Les entéropathogènes sous la loupe – un aperçu épidémiologique
Dans cet article

Alors que l’automne a débuté et que la saison des barbecues touche officiellement à sa fin, nous souhaitons vous présenter un aperçu des agents entéropathogènes isolés dans nos laboratoires à partir de cultures de selles au cours de l’année écoulée (2024–2025). Nous comparons les chiffres actuels à ceux de 2018 et examinons l’évolution de la résistance aux antibiotiques. La question se pose alors : observons-nous des changements significatifs et nos traitements empiriques de la gastro-entérite bactérienne correspondent-ils toujours aux données de résistance actuelles ?
Répartition des entéropathogènes
Parmi toutes les cultures de selles effectuées au cours de l’année écoulée, un ou plusieurs agents bactériens entéropathogènes ont été isolés dans 7,3 % des échantillons (pourcentage pratiquement identique à celui de 2018, soit 7,5 %).
Campylobacter spp. demeure le pathogène le plus fréquemment retrouvé dans les gastro-entérites bactériennes (63,8 %), bien que ce pourcentage soit légèrement inférieur à celui observé en 2018 (71,7 %). Au sein de ce genre, C. jejuni reste dominant (77,5 % des isolats de Campylobacter).
Les proportions des entéropathogènes Aeromonas spp., Salmonella spp. et Shigella spp. restent relativement stables par rapport à 2018. Yersinia enterocolitica a connu une augmentation notable, passant de 2,0 % à 5,4 %. En revanche, E. coli O157 demeure très rare, avec 0,3 % contre 0,1 % en 2018.

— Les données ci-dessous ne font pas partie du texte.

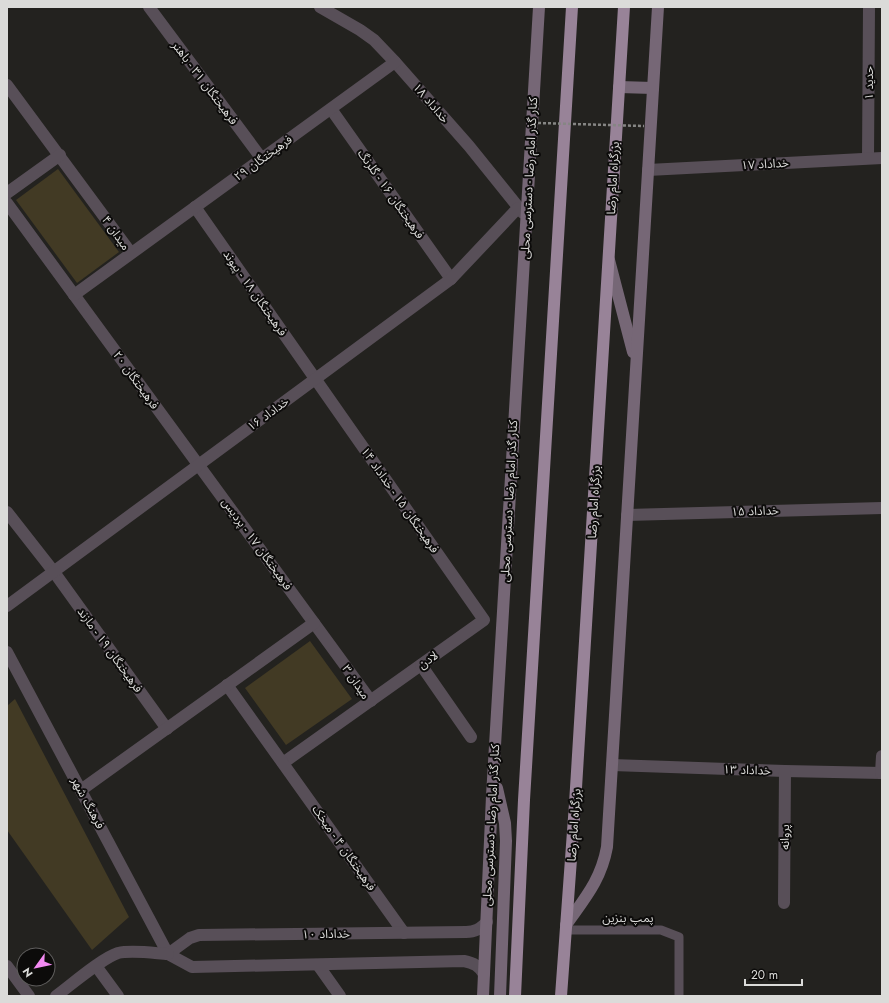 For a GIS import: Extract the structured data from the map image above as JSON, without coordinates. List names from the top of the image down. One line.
{"streets":{"highway":["بزرگراه امام رضا"],"main road":["کنار گذر امام رضا - دسترسی محلی"],"street":["فرهیختگان ۳۱ - باهنر","حدید ۱","خداداد ۱۸","فرهیختگان ۲۹","خداداد ۱۷","فرهیختگان ۱۶ - گلرنگ","میدان ۴","فرهیختگان ۱۸ - پیوند","فرهیختگان ۲۰","خداداد ۱۶","فرهیختگان ۱۵ - خداداد ۱۴","خداداد ۱۵","فرهیختگان ۱۷ - پردیس","فرهیختگان ۱۹ - مازند","لادن","میدان ۳","خداداد ۱۳","فرهنگ شهر","پروانه","فرهیختگان ۴ - میخک","خداداد ۱۰"],"lane":["پمپ بنزین"]},"crossings":[["فرهیختگان ۳۱ - باهنر","فرهیختگان ۲۹"],["حدید ۱","خداداد ۱۷"],["خداداد ۱۸","فرهیختگان ۲۹"],["خداداد ۱۸","کنار گذر امام رضا - دسترسی محلی"],["خداداد ۱۸","خداداد ۱۶"],["فرهیختگان ۲۹","فرهیختگان ۱۶ - گلرنگ"],["فرهیختگان ۲۹","میدان ۴"],["فرهیختگان ۲۹","فرهیختگان ۱۸ - پیوند"],["کنار گذر امام رضا - دسترسی محلی","خداداد ۱۶"],["کنار گذر امام رضا - دسترسی محلی","خداداد ۱۰"],["بزرگراه امام رضا","پمپ بنزین"],["فرهیختگان ۱۶ - گلرنگ","خداداد ۱۶"],["میدان ۴","فرهیختگان ۲۰"],["فرهیختگان ۱۸ - پیوند","خداداد ۱۶"],["فرهیختگان ۱۸ - پیوند","فرهیختگان ۱۵ - خداداد ۱۴"],["فرهیختگان ۲۰","خداداد ۱۶"],["فرهیختگان ۲۰","فرهیختگان ۱۷ - پردیس"],["خداداد ۱۶","فرهیختگان ۱۵ - خداداد ۱۴"],["خداداد ۱۶","فرهیختگان ۱۷ - پردیس"],["خداداد ۱۶","فرهیختگان ۱۹ - مازند"],["فرهیختگان ۱۵ - خداداد ۱۴","لادن"],["فرهیختگان ۱۷ - پردیس","میدان ۳"],["لادن","میدان ۳"],["میدان ۳","فرهیختگان ۴ - میخک"],["خداداد ۱۳","پروانه"],["فرهنگ شهر","خداداد ۱۰"],["فرهیختگان ۴ - میخک","خداداد ۱۰"]],"scale_bar":"20 m","north":"bottom left"}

Tableau 1 : Aperçu des entéropathogènes isolés
Période : août 2024 – août 2025 versus janvier – décembre 2018
Résistance aux antibiotiques
En cas de gastro-entérite aiguë non compliquée, les antibiotiques ne sont généralement pas indiqués. Un traitement peut néanmoins être nécessaire lors d’infections sévères, tant chez les patients immunocompétents qu’immunodéprimés ou appartenant à d’autres groupes à risque. Il est donc essentiel de tenir compte des résistances aux antibiotiques oraux les plus utilisés.
Chez Campylobacter spp., la résistance à la ciprofloxacine reste élevée (53 %), bien qu’un peu inférieure à celle de 2018 (62 %). La résistance à l’azithromycine demeure faible (5 %), ce qui en fait un choix empirique approprié.
Pour Salmonella spp., la résistance à la ciprofloxacine est passée de 6 % à 18 %. Chez Shigella spp., elle reste très élevée (40 %), tandis qu’elle demeure faible pour Yersinia enterocolitica (1 %).
Il n’existe pas de directives pour l’interprétation de la sensibilité à l’azithromycine pour ces trois pathogènes, et donc pas de chiffres officiels de résistance. Si un traitement antibiotique s’avère nécessaire, l’azithromycine peut néanmoins être utilisée de manière empirique.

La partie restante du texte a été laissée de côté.